Defying the elements
The Games were held in weather conditions that were unpredictable to say the least. The Opening Ceremony, held at the Olympic Stadium on Saturday 11 February 1928, took place in a blizzard. As the snow fell, 1,200 officials and participants paraded before the members of the IOC and the COS, with the assembled dignitaries including the President of the Swiss Confederation Edmund Schulthess and Henry of Mecklenburg-Schwerin, the prince consort of the Netherlands, who was representing Amsterdam, the host city of the Summer Games later that year.
After Schulthess had declared the second Olympic Winter Games open, Swiss cross country, Nordic combined and ski jumping specialist Hans Eidenbenz took the Olympic oath on behalf of all the athletes.
Within four days temperatures climbed to an unseasonable 25ºC, causing the cancellation of the 10,000m speed skating competition and countless problems for the competitors in the 50km cross-country skiing event due to the melting snow. The sunshine then gave way to rain, giving the organisers yet more headaches, with events being postponed and the bobsleigh competition being reduced from four legs to two.
Despite the problems that come with organising sporting events outdoors, and at altitude, the 1928 St Moritz Games were a success “There were no accidents, incidents or complaints,” noted the official report.

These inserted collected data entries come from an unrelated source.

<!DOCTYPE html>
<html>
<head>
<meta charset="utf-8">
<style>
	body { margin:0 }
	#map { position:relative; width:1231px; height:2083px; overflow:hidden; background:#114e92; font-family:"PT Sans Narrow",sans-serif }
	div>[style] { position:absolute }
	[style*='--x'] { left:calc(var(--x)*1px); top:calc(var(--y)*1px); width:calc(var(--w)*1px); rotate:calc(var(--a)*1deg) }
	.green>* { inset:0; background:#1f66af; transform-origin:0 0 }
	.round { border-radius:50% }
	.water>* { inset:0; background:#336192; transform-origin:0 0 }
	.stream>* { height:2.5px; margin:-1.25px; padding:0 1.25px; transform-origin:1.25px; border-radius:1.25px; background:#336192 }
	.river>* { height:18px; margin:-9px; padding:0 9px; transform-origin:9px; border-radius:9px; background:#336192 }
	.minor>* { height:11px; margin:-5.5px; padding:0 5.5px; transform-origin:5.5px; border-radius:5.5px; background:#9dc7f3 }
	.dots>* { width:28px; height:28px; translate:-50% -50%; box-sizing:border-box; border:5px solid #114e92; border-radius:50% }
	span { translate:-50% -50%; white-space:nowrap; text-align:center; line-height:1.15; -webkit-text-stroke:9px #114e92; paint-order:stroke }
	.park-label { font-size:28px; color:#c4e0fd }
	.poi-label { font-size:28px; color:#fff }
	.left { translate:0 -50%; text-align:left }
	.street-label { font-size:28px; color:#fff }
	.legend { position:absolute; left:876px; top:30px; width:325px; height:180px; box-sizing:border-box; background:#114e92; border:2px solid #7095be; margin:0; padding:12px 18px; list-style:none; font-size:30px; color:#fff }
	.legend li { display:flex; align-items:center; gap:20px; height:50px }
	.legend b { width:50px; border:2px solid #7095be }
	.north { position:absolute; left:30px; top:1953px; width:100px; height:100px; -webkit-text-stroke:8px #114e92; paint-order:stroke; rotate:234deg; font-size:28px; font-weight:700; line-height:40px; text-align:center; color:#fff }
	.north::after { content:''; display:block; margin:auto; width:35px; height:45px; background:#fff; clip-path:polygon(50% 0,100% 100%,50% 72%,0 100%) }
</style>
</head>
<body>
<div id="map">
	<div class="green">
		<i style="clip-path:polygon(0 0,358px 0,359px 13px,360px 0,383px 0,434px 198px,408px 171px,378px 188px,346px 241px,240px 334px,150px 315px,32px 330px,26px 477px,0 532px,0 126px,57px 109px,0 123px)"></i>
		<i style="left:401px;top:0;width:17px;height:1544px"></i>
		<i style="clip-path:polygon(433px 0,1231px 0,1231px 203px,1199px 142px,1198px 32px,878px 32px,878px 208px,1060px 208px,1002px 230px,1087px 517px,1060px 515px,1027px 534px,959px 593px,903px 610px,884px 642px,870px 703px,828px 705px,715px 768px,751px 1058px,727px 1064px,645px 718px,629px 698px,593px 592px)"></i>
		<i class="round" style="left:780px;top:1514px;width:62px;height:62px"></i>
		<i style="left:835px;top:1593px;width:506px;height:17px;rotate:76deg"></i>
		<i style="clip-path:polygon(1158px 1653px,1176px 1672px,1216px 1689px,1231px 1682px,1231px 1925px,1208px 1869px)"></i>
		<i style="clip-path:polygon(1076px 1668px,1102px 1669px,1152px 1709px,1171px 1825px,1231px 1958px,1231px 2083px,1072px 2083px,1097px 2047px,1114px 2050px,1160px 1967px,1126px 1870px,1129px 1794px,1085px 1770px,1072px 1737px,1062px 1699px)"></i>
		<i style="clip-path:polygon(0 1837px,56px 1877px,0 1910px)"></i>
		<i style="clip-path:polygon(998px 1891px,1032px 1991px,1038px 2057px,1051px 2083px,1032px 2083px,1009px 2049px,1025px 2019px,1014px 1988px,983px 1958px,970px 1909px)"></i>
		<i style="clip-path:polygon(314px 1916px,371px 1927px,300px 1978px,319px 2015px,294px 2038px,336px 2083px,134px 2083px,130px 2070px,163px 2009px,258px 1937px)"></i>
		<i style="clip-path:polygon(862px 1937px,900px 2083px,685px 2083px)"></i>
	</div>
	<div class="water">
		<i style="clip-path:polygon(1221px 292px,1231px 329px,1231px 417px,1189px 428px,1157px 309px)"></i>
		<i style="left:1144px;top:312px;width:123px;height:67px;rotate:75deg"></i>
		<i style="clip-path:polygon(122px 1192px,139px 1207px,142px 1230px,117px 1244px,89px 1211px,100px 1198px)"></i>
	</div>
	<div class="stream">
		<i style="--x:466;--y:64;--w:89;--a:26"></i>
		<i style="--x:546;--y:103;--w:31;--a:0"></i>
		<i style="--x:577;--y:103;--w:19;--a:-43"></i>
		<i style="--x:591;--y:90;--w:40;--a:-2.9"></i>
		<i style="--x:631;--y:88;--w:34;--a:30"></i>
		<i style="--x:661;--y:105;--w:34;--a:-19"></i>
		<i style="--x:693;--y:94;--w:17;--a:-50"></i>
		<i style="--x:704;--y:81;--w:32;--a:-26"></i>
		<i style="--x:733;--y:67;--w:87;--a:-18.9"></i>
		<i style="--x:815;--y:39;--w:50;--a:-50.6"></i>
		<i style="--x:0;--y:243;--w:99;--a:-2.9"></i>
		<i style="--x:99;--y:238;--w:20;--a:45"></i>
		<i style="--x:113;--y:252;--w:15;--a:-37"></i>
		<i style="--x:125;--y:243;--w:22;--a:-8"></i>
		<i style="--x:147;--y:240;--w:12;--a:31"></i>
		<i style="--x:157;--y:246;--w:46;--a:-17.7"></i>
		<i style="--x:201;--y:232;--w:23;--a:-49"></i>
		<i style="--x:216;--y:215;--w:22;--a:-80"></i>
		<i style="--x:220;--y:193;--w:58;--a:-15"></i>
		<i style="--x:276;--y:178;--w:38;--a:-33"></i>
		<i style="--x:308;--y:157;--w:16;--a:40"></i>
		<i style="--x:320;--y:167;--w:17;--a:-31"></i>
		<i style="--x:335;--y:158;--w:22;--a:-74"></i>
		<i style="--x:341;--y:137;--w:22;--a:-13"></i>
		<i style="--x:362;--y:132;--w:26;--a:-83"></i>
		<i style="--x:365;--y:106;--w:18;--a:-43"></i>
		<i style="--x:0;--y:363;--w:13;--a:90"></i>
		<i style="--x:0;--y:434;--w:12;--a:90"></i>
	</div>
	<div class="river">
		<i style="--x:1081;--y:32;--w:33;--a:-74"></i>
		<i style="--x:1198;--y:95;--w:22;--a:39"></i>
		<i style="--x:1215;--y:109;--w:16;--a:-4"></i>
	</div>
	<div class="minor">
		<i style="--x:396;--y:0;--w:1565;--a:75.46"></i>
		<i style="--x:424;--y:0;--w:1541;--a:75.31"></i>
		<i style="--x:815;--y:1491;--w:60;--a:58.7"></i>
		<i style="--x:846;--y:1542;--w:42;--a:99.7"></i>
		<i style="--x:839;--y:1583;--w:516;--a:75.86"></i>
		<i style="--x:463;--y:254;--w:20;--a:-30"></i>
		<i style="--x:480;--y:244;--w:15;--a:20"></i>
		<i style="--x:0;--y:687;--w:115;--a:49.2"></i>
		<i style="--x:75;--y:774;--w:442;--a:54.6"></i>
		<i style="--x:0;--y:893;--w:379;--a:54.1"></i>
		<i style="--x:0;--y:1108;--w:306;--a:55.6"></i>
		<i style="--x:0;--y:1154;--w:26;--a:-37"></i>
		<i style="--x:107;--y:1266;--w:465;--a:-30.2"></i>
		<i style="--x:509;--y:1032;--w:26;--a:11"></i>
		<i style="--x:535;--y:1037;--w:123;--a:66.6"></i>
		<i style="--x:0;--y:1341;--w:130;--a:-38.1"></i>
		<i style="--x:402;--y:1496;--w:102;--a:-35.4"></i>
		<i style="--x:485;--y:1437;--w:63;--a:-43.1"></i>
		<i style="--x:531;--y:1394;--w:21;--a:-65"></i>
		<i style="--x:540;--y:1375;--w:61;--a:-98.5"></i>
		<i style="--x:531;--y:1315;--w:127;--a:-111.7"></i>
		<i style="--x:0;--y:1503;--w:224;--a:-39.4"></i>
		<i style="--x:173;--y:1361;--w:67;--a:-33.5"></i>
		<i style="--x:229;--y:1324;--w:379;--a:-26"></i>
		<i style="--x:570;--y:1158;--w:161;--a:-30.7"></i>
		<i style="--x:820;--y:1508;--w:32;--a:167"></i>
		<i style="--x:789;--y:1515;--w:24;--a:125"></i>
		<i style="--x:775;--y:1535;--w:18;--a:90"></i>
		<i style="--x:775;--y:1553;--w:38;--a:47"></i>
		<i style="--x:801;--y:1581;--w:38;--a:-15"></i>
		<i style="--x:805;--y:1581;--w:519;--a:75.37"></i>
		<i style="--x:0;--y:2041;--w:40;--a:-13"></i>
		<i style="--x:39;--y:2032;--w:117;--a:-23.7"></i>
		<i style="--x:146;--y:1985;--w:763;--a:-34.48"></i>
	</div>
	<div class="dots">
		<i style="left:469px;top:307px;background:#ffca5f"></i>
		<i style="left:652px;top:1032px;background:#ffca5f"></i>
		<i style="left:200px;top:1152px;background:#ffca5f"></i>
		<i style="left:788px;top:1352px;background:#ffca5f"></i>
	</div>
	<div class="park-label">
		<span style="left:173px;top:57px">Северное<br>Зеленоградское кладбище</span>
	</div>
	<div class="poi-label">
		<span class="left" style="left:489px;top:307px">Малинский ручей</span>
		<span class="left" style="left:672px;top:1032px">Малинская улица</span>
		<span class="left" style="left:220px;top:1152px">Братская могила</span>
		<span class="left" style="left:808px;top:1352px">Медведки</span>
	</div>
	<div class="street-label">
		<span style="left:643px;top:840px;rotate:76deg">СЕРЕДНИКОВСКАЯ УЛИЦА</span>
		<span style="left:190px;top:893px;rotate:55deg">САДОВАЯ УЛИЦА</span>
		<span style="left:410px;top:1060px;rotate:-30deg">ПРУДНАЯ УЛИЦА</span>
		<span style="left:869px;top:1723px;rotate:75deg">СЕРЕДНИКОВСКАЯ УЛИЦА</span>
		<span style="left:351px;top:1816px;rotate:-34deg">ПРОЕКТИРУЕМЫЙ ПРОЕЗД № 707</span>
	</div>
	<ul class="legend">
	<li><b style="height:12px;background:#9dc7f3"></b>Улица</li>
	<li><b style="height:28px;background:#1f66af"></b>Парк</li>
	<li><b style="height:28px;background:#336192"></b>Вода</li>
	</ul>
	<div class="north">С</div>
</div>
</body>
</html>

“The second Olympic Winter Games were held in an atmosphere of complete peace and tranquillity and can be regarded as a success. The Swiss Olympic Committee, the town of St Moritz and the people of Switzerland in general are proud to have organised the second Winter Games with dignity and to have contributed a solid block of stone, of granite hewn from Grisons, to the beautiful building that is modern Olympism, a veritable arc de Triomphe.”